The 2015 version of the giraffe vs. azhdarchid vs. person image, now in it's fifth iteration (see the general history of these images through the years: 2006; 2007; 2009). The giraffe is a big bull Masai individual, standing a healthy 5.6 m tall, close to the maximum known Masai giraffe height. The pterosaur is a 10 m wingspan Arambourgiania philadelphiae (for reasons I cannot go into now, it is not wise to consider the appearance of giant azhdarchid taxa interchangeable any more: this should not be considered Hatzegopteryx thambema or Quetzalcoatlus northropi). The Disaknowlegement provides the human touch. These characters will receive some additional company soon. |
They nearly weren't called 'azhdarchids'
'Azhdarchidae' is a terrific name. It's short but mysterious, relatively easy to spell, and PR friendly enough that even the British tabloid The Sun has used the term on at least two (I think) occasions. The name 'Azhdarchinae' was coined by the late Lev Alexandrovich Nesov in 1984 from the Uzbek word 'azhdarkho', a name for a mythical dragon, and also the nomenclatural basis for the medium-sized Uzbek azhdarchid Azhdarcho lancicollis. Nesov's name encompassed all three azhdarchid genera known at that time: Azhdarcho, Titanopteryx (now known as Armabourgiania) and Quetzalcoatlus. Almost simultaneously, however, the exact same set of taxa was being roped into another group by Kevin Padian, which he termed Titanopterygiidae after, obviously, Titanopteryx. Nesov's 'Azhdarchinae' pipped the far-less elegant Titanopterygiidae to the publishing punch by a matter of months, and took nomenclatural priority for the group. Padian elevated Azhdarchinae to 'family' level in a short note in 1986, giving us our now familiar term, 'Azhdarchidae'.

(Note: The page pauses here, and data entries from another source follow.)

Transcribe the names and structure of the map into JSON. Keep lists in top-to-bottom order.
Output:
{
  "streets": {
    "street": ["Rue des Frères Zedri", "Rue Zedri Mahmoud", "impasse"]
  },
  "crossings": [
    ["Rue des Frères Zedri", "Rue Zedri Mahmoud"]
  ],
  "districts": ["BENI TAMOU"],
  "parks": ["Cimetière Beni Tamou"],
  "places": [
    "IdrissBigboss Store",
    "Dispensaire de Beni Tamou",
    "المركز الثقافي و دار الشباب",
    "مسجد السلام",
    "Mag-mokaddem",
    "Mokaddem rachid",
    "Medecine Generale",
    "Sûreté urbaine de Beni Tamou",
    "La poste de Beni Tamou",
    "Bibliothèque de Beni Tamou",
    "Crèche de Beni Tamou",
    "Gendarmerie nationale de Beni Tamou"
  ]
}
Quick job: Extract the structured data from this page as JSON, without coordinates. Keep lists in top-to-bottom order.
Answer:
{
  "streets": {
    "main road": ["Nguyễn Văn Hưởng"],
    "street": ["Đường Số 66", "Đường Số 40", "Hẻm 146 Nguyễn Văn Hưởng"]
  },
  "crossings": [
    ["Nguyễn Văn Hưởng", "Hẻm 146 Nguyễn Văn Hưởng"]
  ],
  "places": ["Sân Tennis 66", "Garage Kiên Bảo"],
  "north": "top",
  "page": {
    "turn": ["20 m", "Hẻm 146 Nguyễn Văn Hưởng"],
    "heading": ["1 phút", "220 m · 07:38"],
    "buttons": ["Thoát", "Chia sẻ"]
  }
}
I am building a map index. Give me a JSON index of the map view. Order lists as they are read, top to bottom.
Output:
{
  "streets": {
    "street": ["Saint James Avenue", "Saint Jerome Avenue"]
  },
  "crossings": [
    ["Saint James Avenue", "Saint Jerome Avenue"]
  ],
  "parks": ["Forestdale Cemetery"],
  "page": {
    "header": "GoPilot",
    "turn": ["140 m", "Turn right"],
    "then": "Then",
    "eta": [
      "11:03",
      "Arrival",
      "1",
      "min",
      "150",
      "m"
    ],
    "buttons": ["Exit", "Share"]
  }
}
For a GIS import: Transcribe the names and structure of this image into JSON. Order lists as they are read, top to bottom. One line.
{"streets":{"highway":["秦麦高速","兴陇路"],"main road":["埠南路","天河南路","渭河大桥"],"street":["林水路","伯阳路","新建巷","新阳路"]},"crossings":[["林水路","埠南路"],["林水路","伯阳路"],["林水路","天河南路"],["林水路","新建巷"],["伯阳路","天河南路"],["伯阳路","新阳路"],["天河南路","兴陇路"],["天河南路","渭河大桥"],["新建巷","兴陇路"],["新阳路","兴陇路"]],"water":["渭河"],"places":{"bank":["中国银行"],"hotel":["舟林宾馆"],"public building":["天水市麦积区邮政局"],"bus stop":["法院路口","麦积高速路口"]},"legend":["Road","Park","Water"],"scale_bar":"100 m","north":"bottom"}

Lev Alexandrovich Nesov holds the fossil cervical vertebra, notarium and jaw tip of the azhdarchid Azhdarcho. Image from Unwin (2005). |
Despite their giraffian proportions, giant azhdarchid torso were relatively tiny. Witton and Habib (2010) noted that, like many pterodactyloid pterosaurs, their torsos were probably only a third or so longer than their humeri, suggesting a shoulder-hip length of about 65-75 cm for an animal with a 10 m wingspan. That's a torso length not much larger than your own, although they were considerably more stocky and swamped with muscle. Azhdarchid shoulders, in particular, are well endowed with attachment sites for flight muscles, as are (for pterosaurs) their pelves and hindquarters.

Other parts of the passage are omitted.